• **Exercise data**
☆ ☆ ☆ ☆ ☆

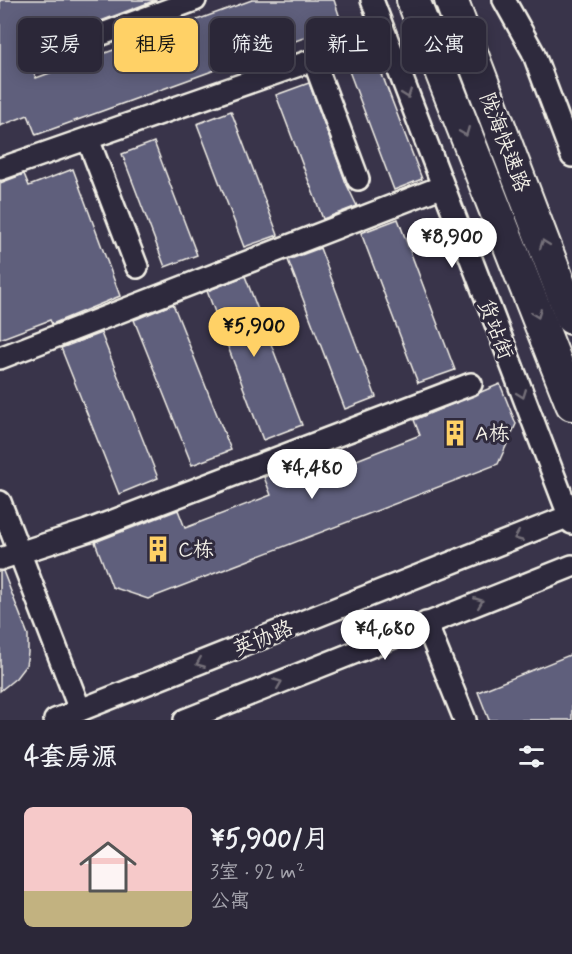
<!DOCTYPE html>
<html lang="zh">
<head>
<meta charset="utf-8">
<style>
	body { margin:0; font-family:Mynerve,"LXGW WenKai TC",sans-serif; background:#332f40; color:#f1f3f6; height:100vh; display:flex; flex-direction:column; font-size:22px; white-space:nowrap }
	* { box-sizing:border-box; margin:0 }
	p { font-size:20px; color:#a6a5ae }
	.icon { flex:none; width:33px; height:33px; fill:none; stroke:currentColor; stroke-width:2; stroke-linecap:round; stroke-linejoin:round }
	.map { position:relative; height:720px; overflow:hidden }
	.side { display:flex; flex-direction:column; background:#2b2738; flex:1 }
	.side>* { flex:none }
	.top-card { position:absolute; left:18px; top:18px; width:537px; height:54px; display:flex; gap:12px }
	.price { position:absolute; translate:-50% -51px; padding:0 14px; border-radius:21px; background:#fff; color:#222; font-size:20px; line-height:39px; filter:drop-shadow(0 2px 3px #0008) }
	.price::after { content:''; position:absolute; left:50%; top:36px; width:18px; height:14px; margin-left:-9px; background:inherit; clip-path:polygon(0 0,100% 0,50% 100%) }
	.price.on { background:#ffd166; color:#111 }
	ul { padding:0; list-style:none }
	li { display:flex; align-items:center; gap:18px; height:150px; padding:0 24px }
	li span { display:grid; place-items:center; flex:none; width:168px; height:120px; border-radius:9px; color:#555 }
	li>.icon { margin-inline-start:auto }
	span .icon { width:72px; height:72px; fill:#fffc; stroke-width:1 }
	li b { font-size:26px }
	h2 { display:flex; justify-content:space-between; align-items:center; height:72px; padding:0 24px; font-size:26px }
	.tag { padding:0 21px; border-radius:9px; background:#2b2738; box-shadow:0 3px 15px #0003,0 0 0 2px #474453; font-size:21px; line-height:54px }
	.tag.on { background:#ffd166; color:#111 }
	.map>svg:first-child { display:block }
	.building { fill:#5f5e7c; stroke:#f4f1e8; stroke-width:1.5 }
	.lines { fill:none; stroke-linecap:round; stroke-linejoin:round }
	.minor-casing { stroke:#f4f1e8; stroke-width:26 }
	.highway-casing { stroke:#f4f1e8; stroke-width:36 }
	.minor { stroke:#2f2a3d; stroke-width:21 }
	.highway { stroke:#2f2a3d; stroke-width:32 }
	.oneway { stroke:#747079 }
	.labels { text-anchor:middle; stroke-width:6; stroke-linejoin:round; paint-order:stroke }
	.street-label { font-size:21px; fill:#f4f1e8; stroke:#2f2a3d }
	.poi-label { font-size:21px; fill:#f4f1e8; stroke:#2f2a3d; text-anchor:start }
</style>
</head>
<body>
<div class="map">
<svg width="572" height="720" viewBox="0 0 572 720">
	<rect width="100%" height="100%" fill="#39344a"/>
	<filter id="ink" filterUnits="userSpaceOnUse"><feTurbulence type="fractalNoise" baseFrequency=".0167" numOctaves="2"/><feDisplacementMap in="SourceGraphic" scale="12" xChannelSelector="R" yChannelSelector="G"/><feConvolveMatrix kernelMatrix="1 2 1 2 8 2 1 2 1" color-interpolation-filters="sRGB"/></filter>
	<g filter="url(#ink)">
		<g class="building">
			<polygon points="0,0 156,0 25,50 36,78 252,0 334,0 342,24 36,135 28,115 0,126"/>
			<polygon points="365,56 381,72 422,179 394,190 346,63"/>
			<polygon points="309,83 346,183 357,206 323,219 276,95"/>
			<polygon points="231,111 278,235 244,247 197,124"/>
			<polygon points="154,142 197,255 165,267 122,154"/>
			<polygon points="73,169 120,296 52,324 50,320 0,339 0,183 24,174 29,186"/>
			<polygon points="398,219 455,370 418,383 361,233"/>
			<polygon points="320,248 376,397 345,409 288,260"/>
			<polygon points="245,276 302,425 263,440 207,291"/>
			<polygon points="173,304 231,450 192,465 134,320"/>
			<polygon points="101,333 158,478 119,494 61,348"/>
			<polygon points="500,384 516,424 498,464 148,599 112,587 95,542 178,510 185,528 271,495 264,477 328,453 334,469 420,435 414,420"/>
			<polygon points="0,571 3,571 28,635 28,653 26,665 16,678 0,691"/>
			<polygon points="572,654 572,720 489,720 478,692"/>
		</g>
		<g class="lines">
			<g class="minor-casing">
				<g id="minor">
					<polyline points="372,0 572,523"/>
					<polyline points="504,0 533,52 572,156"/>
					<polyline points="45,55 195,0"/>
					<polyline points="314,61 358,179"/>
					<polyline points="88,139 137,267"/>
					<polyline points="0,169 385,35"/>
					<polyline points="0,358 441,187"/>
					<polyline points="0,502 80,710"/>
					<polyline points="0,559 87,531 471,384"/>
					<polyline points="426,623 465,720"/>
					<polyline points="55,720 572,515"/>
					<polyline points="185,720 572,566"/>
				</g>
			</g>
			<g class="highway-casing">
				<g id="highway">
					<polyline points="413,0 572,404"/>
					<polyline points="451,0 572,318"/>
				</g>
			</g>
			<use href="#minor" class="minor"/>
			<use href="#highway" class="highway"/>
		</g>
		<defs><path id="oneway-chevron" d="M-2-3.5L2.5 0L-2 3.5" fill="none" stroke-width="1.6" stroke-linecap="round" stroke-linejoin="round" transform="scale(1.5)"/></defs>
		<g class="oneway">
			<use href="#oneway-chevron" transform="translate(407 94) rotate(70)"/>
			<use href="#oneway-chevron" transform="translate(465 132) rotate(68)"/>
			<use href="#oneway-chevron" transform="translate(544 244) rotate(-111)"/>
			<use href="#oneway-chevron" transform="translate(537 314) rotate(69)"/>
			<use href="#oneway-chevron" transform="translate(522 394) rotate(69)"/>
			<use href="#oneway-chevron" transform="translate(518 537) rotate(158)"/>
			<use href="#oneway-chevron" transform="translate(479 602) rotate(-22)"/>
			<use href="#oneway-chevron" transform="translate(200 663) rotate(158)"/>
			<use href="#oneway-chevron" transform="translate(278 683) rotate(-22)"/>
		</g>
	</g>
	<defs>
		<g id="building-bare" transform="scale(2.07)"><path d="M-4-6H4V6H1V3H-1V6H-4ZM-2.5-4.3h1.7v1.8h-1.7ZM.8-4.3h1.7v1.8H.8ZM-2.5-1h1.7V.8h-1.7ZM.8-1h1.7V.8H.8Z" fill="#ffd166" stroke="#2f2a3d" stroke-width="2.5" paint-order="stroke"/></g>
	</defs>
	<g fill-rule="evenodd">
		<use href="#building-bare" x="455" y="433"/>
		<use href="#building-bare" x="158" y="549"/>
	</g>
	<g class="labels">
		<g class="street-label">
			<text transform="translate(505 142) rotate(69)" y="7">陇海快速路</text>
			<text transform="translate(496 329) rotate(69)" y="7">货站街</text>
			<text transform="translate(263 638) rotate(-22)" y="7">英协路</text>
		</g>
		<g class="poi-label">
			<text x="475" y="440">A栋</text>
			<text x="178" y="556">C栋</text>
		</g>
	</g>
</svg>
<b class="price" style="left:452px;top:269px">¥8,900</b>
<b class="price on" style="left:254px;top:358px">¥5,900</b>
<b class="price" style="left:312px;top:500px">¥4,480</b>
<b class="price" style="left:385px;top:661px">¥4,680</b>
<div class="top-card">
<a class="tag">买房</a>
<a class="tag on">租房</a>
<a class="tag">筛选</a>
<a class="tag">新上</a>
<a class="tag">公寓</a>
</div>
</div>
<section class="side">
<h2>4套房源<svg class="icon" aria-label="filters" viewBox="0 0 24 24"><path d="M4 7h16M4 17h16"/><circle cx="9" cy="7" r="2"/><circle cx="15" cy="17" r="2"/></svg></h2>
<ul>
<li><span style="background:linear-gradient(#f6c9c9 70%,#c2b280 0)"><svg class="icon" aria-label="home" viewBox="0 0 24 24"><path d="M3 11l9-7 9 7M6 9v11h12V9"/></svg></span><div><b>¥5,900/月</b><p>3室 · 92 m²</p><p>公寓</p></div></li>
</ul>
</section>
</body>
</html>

☆ ☆ ☆ ☆ ☆

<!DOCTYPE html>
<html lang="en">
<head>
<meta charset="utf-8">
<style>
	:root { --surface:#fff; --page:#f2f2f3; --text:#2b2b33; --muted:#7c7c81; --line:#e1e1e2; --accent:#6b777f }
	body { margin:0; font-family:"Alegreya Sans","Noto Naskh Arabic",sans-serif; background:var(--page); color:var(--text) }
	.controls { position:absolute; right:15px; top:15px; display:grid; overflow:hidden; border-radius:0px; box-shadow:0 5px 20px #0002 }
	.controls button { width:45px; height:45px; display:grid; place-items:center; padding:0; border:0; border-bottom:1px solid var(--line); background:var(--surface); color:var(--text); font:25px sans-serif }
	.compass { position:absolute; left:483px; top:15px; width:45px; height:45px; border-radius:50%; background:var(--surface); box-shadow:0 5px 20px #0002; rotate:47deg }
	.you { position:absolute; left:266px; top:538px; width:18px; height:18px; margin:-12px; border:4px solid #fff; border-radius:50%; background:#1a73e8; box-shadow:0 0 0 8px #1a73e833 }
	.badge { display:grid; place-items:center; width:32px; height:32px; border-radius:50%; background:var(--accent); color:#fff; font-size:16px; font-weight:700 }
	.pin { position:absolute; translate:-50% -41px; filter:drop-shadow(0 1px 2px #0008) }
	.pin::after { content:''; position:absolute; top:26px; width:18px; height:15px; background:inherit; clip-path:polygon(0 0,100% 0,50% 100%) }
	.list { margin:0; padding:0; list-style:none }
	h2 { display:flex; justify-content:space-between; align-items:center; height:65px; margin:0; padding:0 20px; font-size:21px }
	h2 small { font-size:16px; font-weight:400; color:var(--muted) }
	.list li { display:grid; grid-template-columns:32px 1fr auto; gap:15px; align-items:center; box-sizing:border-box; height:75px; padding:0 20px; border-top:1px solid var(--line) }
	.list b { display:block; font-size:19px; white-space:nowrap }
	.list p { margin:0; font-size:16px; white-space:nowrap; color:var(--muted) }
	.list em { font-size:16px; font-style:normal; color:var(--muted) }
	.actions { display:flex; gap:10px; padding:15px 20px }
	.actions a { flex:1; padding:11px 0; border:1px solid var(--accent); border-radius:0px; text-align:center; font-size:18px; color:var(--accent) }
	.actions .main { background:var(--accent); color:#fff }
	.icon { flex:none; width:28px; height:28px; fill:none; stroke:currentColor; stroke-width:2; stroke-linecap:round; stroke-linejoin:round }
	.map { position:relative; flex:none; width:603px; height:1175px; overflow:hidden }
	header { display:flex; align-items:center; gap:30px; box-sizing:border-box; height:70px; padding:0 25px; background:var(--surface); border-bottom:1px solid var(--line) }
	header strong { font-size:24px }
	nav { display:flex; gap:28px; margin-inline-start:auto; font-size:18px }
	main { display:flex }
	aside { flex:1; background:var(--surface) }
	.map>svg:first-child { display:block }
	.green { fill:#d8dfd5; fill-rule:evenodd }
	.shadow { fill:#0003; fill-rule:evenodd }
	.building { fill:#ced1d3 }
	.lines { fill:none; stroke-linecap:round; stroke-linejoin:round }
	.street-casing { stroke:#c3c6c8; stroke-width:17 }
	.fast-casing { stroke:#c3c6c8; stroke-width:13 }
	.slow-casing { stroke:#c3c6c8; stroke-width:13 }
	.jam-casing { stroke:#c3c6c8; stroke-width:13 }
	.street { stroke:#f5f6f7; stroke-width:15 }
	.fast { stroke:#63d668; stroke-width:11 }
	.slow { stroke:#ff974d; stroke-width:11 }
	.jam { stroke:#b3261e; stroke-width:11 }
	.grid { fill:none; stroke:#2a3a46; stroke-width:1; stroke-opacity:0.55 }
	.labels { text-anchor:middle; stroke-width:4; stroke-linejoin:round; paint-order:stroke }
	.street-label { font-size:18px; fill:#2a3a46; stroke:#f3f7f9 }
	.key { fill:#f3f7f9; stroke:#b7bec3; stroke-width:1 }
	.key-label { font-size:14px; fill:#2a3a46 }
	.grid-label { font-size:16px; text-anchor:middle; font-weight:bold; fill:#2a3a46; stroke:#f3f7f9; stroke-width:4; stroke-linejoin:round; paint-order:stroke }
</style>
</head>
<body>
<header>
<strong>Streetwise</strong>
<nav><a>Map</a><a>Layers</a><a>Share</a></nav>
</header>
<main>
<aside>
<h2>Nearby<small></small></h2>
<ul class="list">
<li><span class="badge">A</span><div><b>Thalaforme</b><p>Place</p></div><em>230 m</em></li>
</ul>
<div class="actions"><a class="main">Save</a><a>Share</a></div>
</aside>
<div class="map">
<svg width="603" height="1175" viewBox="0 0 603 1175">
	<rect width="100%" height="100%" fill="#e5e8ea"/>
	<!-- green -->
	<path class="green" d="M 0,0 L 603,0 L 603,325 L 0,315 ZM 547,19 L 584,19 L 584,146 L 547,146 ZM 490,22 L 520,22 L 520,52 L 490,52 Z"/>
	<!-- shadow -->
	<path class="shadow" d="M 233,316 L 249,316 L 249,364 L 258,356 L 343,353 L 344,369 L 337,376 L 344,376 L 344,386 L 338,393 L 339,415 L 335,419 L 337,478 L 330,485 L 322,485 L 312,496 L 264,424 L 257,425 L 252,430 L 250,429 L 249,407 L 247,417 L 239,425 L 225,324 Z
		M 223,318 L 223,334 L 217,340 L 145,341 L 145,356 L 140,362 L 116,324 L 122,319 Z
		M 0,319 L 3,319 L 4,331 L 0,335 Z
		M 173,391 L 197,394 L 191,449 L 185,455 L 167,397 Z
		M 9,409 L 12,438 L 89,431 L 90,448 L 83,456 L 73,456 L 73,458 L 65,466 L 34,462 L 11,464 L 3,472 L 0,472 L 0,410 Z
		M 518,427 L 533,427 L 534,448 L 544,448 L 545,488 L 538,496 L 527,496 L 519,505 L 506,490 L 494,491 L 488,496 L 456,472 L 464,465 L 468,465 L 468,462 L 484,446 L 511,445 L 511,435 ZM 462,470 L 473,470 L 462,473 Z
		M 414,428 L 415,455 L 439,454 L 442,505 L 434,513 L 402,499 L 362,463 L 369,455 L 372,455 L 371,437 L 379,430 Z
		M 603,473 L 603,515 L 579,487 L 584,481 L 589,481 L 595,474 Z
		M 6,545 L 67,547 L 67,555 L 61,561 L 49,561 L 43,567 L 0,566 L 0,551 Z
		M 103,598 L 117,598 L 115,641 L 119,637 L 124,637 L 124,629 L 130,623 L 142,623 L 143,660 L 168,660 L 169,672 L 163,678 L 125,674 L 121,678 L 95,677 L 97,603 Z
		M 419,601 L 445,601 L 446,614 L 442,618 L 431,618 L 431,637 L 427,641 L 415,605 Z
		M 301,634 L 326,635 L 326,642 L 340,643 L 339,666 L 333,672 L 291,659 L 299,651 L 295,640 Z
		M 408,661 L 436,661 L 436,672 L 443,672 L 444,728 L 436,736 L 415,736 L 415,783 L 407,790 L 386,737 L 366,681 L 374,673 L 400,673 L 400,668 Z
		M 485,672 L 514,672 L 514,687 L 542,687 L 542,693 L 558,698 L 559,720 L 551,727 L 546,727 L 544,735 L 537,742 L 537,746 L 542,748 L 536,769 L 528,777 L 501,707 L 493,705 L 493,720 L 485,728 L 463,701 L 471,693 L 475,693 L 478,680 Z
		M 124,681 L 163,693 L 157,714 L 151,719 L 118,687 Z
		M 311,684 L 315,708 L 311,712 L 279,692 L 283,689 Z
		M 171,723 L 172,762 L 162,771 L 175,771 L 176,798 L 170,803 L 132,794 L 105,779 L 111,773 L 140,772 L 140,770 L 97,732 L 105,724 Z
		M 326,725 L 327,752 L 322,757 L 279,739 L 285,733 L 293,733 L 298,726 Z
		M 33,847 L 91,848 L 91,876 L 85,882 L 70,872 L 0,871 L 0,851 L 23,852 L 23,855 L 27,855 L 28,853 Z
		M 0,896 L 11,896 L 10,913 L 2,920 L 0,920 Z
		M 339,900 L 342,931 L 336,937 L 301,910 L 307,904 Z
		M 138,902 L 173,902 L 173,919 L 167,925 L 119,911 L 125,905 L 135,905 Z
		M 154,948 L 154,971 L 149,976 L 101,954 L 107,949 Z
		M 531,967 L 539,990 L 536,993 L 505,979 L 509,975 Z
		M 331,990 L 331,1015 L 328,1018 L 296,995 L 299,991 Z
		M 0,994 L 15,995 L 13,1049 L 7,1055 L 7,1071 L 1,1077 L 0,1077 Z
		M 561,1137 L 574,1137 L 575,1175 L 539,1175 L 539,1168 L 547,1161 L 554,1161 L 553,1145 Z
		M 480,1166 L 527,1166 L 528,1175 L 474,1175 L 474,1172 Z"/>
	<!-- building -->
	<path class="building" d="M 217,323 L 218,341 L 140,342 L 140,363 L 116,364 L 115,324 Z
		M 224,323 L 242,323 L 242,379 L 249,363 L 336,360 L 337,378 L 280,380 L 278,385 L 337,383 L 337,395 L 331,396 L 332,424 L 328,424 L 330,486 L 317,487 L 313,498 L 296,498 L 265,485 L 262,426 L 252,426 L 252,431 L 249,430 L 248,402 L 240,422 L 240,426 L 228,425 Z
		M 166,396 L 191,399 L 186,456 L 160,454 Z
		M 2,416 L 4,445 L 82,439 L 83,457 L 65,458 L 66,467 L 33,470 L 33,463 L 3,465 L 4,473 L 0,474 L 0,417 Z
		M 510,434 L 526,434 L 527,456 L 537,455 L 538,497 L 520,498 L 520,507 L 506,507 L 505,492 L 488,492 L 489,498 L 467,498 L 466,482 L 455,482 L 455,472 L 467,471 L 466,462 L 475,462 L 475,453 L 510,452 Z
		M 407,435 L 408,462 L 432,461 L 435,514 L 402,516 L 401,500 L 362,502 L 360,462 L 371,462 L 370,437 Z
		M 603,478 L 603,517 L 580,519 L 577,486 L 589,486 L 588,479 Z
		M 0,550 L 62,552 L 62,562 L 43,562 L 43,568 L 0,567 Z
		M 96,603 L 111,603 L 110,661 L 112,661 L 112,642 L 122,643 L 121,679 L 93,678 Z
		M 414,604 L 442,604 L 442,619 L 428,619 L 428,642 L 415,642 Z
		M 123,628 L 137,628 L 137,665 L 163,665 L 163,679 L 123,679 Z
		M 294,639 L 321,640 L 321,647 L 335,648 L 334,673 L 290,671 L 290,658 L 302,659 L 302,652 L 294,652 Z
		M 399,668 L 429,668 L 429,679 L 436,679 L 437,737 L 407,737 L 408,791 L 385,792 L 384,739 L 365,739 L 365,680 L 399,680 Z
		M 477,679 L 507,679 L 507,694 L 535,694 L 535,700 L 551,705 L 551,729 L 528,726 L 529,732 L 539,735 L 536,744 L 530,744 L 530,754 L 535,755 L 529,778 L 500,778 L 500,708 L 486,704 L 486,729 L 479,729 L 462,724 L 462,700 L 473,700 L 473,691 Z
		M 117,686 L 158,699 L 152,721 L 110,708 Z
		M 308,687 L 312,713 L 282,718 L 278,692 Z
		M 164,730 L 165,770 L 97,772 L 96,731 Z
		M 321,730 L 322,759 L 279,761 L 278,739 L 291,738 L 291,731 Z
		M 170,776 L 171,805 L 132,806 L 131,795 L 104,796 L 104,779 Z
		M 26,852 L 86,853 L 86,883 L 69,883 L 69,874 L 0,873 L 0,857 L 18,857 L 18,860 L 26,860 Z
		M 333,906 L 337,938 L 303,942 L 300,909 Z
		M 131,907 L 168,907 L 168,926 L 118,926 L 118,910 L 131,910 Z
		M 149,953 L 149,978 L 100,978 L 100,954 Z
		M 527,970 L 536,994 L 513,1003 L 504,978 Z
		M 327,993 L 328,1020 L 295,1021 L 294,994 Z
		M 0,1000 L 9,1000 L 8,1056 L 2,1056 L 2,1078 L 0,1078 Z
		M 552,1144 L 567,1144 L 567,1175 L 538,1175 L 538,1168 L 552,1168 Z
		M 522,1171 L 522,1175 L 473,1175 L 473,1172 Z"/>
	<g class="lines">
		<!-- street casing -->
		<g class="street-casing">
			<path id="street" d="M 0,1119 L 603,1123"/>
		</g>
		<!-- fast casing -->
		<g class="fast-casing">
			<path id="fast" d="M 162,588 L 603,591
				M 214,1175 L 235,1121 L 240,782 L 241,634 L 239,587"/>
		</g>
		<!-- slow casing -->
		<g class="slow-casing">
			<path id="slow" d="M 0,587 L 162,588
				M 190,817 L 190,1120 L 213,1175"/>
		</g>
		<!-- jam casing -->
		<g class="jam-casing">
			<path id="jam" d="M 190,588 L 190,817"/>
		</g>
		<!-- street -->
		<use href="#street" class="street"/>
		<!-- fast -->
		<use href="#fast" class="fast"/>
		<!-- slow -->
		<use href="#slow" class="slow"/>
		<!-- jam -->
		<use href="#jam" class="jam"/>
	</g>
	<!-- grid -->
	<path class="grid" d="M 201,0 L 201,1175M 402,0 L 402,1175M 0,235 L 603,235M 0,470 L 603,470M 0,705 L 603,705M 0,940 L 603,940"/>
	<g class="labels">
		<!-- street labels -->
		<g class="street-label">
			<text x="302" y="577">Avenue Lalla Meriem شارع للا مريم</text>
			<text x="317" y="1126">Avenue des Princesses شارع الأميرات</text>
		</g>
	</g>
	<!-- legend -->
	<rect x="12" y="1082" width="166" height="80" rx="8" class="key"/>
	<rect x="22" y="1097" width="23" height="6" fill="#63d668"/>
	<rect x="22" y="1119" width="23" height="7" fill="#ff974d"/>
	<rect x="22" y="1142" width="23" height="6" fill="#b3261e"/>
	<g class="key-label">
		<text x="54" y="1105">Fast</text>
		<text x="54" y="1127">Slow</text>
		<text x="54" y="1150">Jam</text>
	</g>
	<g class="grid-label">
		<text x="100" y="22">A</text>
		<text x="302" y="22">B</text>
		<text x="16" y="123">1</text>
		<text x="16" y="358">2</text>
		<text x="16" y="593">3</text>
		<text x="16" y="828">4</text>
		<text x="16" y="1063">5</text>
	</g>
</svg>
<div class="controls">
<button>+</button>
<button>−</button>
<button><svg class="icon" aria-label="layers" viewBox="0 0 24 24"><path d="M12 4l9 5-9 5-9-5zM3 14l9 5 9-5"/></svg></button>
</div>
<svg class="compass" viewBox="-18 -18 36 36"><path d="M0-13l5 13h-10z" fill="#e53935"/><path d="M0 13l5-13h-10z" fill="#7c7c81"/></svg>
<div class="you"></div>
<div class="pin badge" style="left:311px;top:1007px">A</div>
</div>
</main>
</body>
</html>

☆ ☆ ☆ ☆ ☆

• **Task to complete**
In the entries above, find the line with "width:45px; height:45px; display:grid;" and the line with "margin:0; padding:0; list-style:none", then restate word for word both of them and every line between, with nothing more.

• **Solved exercise**
	.controls button { width:45px; height:45px; display:grid; place-items:center; padding:0; border:0; border-bottom:1px solid var(--line); background:var(--surface); color:var(--text); font:25px sans-serif }
	.compass { position:absolute; left:483px; top:15px; width:45px; height:45px; border-radius:50%; background:var(--surface); box-shadow:0 5px 20px #0002; rotate:47deg }
	.you { position:absolute; left:266px; top:538px; width:18px; height:18px; margin:-12px; border:4px solid #fff; border-radius:50%; background:#1a73e8; box-shadow:0 0 0 8px #1a73e833 }
	.badge { display:grid; place-items:center; width:32px; height:32px; border-radius:50%; background:var(--accent); color:#fff; font-size:16px; font-weight:700 }
	.pin { position:absolute; translate:-50% -41px; filter:drop-shadow(0 1px 2px #0008) }
	.pin::after { content:''; position:absolute; top:26px; width:18px; height:15px; background:inherit; clip-path:polygon(0 0,100% 0,50% 100%) }
	.list { margin:0; padding:0; list-style:none }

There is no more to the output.